§ **INSTRUCTIONS FOR THE TASK**
The records below must be reproduced exactly, excluding any pictures.

§ **Collected data entries**

::::

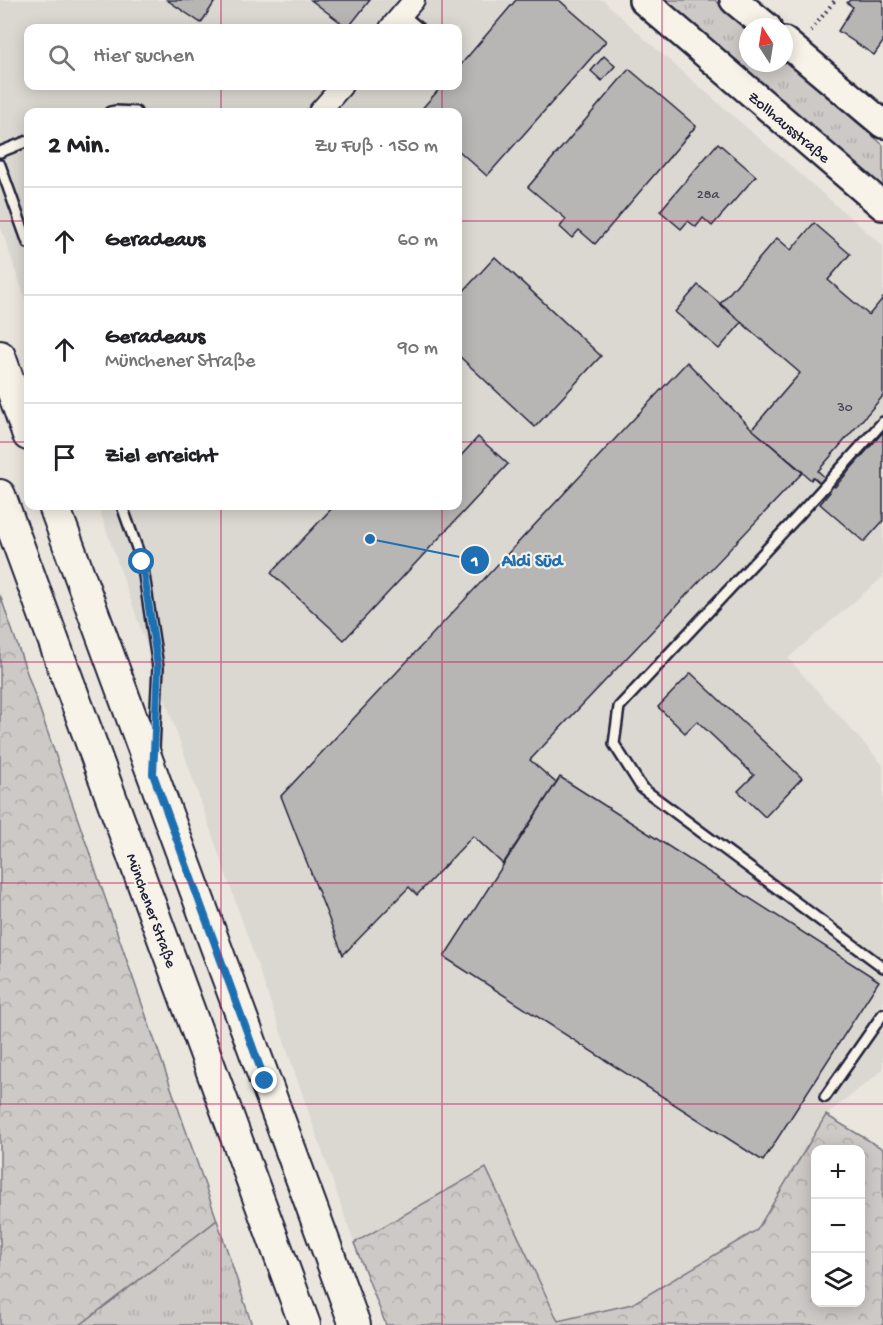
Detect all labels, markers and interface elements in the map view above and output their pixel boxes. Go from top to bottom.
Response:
north arrow [739,18,793,72]
search box [24,24,462,90]
icon: search [45,41,78,74]
text: Hier suchen [93,44,194,70]
street label: Zollhausstraße [743,89,833,169]
text: 2 Min. [48,132,111,163]
text: Zu Fuß · 150 m [315,136,438,159]
house number: 28a [697,187,720,204]
icon: ahead [48,225,81,258]
text: Geradeaus [105,228,205,254]
text: 60 m [398,230,438,253]
text: Geradeaus [105,325,205,351]
icon: ahead [48,333,81,366]
text: 90 m [398,338,438,361]
text: Münchener Straße [105,351,255,374]
house number: 30 [836,400,853,417]
icon: arrive [48,441,81,474]
text: Ziel erreicht [105,444,217,470]
callout: Aldi Süd [460,542,574,578]
route start [128,548,154,574]
text: 1 [470,552,479,573]
text: Aldi Süd [501,552,565,573]
street label: Münchener Straße [120,851,179,972]
route end [251,1067,277,1093]
map controls [811,1145,865,1307]
button: + [811,1145,865,1199]
button: − [811,1199,865,1253]
button: layers [811,1253,865,1307]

::::

§ **SOLVED PROBLEM**
Detect all labels, markers and interface elements in the map view above and output their pixel boxes. Go from top to bottom.
Response:
north arrow [739,18,793,72]
search box [24,24,462,90]
icon: search [45,41,78,74]
text: Hier suchen [93,44,194,70]
street label: Zollhausstraße [743,89,833,169]
text: 2 Min. [48,132,111,163]
text: Zu Fuß · 150 m [315,136,438,159]
house number: 28a [697,187,720,204]
icon: ahead [48,225,81,258]
text: Geradeaus [105,228,205,254]
text: 60 m [398,230,438,253]
text: Geradeaus [105,325,205,351]
icon: ahead [48,333,81,366]
text: 90 m [398,338,438,361]
text: Münchener Straße [105,351,255,374]
house number: 30 [836,400,853,417]
icon: arrive [48,441,81,474]
text: Ziel erreicht [105,444,217,470]
callout: Aldi Süd [460,542,574,578]
route start [128,548,154,574]
text: 1 [470,552,479,573]
text: Aldi Süd [501,552,565,573]
street label: Münchener Straße [120,851,179,972]
route end [251,1067,277,1093]
map controls [811,1145,865,1307]
button: + [811,1145,865,1199]
button: − [811,1199,865,1253]
button: layers [811,1253,865,1307]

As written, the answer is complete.